CUT A PIZZA into 16 slices instead of eight and the result is not a bigger pizza -- it's just smaller slices.
Similarly, split a mutual fund's shares and you don't get more value, just more shares. What's happened is a meaningless gesture, done in the hope that it will fool somebody.
That is why fund firms don't split shares often, and why it's good to examine the rare fund that tries to gain notoriety by making a cosmetic move like this and selling it as substantive.
Monument Internet Fund has announced a 3-for-1 split, calling it the "first-ever split for an Internet fund" -- hardly surprising since the few other Internet funds seem more focused on the market than on gimmickry.
In any given year, about a dozen mutual funds split their shares. While there is the occasional big-name fund -- most recently the Franklin Mutual Series funds in 1997 -- splitting is rare because the practical impact is zero, zip, nothing.
There are no tax consequences; the fund is no more investment worthy; and the value of your holdings doesn't change.
That fund groups sometimes feel compelled to split is a sad commentary about the ignorance of some investors. That a fund group would promote a share split says that the firm is banking on some common misconceptions to sucker up some new cash.
A typical stock split gives an investor new shares at a lower price. So if a $30 stock has a 3-for-1 split, the investor winds up with three shares valued at $10 each.
That makes shares more affordable. Most investors trade in "round lots" of 100 shares, because tiny "odd-lot" trades come with heightened commission costs. After a stock splits 3-for-1, an investor who previously could afford just 33 shares can buy 100 -- and qualify for better trading costs.
But funds and stocks are not the same.
When Monument Internet splits 3-for-1 Friday, the price of each share will fall to about $10. But Monument's minimum initial investment will remain at $1,000.
And while investors may want to believe that a fund might grow faster at a lower price (the logic being that it's easier to go from 10 to 20 than from 50 to 100), that's a misguided attempt to put stock logic into play on funds.
A fund's net asset value, or share price, represents the assets in the fund divided by the number of outstanding shares. That said, the price itself is kind of an arbitrary number.
Say two funds start with $1 million in assets each, one issuing 100,000 shares at $10, the other 10,000 shares at $100 each. If both funds earn a 10 percent return, investors are rewarded equally. The $10 share hits $11; the $100 share grows to $110. And $1,000 invested in either fund is now worth $1,100.
The $100 share price may look high and the $10 price swing steep, but the returns and volatility are the same.

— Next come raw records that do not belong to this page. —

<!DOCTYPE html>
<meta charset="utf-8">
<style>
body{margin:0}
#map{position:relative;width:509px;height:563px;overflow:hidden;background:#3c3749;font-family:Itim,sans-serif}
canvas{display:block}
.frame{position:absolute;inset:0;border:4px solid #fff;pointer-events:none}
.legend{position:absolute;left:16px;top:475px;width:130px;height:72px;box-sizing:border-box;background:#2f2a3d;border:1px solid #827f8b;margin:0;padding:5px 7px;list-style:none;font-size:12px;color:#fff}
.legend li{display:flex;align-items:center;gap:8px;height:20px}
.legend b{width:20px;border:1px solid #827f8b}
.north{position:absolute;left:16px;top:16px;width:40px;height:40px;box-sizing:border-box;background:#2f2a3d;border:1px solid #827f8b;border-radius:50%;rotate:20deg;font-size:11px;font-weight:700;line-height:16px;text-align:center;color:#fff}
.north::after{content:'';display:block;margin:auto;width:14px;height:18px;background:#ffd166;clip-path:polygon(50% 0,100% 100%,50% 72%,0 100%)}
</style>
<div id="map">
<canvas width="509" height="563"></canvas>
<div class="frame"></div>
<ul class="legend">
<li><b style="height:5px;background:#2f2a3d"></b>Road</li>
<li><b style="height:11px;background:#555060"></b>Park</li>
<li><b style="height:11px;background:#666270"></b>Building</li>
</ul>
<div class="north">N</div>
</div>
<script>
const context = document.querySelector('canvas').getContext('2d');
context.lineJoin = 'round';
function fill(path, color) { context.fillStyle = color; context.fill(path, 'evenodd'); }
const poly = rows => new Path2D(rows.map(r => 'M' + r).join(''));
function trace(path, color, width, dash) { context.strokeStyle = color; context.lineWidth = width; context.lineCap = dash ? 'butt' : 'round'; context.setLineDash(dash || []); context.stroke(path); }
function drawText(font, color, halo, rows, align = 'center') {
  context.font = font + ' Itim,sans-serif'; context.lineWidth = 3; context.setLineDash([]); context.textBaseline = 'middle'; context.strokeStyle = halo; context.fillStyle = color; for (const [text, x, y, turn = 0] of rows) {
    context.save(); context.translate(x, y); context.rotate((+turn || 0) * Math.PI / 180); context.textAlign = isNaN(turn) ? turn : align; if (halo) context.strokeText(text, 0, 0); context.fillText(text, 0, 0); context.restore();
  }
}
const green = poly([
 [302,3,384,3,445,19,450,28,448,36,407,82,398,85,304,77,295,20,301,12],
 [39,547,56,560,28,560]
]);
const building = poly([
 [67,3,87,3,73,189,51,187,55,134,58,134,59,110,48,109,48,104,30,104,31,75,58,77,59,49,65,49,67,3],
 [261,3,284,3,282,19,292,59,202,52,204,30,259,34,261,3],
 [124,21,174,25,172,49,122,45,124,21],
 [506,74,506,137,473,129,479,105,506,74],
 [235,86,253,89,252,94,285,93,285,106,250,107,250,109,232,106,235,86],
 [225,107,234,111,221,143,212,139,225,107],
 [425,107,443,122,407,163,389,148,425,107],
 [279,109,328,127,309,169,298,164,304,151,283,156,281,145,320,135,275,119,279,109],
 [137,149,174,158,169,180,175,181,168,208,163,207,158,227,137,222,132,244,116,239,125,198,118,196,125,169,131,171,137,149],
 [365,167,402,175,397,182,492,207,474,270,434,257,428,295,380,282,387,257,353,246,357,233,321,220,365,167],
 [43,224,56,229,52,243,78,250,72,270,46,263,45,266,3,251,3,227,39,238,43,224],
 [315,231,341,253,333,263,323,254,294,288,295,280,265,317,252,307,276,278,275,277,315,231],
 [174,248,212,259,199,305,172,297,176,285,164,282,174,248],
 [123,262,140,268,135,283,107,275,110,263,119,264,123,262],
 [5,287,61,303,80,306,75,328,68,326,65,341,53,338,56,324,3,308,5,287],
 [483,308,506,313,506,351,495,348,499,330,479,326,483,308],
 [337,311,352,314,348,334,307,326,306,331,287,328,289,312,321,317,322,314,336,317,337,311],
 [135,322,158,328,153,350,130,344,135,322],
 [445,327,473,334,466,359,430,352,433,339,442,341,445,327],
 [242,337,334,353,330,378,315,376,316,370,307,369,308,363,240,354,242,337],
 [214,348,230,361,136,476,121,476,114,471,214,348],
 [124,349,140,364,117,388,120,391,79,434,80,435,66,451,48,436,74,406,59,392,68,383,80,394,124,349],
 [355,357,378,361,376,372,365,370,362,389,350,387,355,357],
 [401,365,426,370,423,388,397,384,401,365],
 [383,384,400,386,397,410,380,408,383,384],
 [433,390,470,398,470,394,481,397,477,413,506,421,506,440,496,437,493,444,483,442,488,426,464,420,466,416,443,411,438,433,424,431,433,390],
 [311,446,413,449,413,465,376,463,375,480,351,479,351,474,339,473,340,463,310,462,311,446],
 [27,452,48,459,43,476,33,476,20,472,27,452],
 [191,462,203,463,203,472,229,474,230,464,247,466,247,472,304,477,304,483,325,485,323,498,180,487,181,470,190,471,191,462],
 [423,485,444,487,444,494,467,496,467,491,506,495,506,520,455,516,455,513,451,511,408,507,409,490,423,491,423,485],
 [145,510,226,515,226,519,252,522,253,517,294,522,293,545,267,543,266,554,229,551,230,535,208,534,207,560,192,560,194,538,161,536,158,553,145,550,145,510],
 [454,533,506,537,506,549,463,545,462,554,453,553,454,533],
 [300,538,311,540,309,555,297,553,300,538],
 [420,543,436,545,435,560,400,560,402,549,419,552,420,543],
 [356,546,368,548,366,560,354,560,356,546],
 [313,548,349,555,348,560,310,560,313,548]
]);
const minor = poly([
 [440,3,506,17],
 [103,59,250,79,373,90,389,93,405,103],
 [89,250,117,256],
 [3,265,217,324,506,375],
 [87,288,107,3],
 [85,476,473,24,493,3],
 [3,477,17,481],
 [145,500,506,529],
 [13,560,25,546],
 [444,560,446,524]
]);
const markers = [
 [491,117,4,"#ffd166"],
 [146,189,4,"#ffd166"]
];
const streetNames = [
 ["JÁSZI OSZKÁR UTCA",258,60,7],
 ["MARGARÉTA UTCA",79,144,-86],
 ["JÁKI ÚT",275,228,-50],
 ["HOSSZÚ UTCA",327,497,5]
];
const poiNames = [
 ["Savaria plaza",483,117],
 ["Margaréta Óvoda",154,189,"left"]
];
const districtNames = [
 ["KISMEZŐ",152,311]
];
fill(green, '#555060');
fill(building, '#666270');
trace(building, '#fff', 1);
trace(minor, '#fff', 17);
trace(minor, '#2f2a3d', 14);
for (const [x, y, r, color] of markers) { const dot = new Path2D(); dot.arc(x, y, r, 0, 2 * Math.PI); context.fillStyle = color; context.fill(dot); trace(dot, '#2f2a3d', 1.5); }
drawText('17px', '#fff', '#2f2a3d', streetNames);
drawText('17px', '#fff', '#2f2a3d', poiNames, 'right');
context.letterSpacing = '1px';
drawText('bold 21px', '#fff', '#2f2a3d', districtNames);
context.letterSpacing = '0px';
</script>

For proof, look at three Standard & Poor's 500 index funds that opened within a few weeks of each other in 1990. According to Morningstar Inc., Vanguard Institutional Index, Fidelity Spartan Market Index and T. Rowe Price Equity Index each have gained about 17.6 percent annually since inception. Yet the Vanguard fund now trades at roughly $116 per share, the Fidelity fund at $88 and the T. Rowe Price fund at $35.
Hmmm. Three funds, three identical portfolios and strategies, three nearly identical returns (differences due to expense ratios over time), three completely different price points and not a share split for any of the funds since they opened.
What that tells you is that each company picked a different price per share at which to start the fund. It also shows that the share price did not affect the annual rates of return.
Fund companies usually downplay the occasional split; they are simply calming Nervous Nellies who don't understand pricing.
But Monument Funds Group President David A. Kugler said in a news release that his firm received "numerous requests from shareholders and financial advisers who missed our fund when it was originally priced in the $10 per share range." The split panders to those naive requests; the news release clearly hoped to excite new investors and cash in on ignorance.
"For a company to trumpet a split as being good for investors is misleading," says Russ Kinnel, senior editorial analyst at Morningstar.
"And if there is no real good that comes to investors out of this, then this kind of announcement is clearly meant to attract idiots and suckers."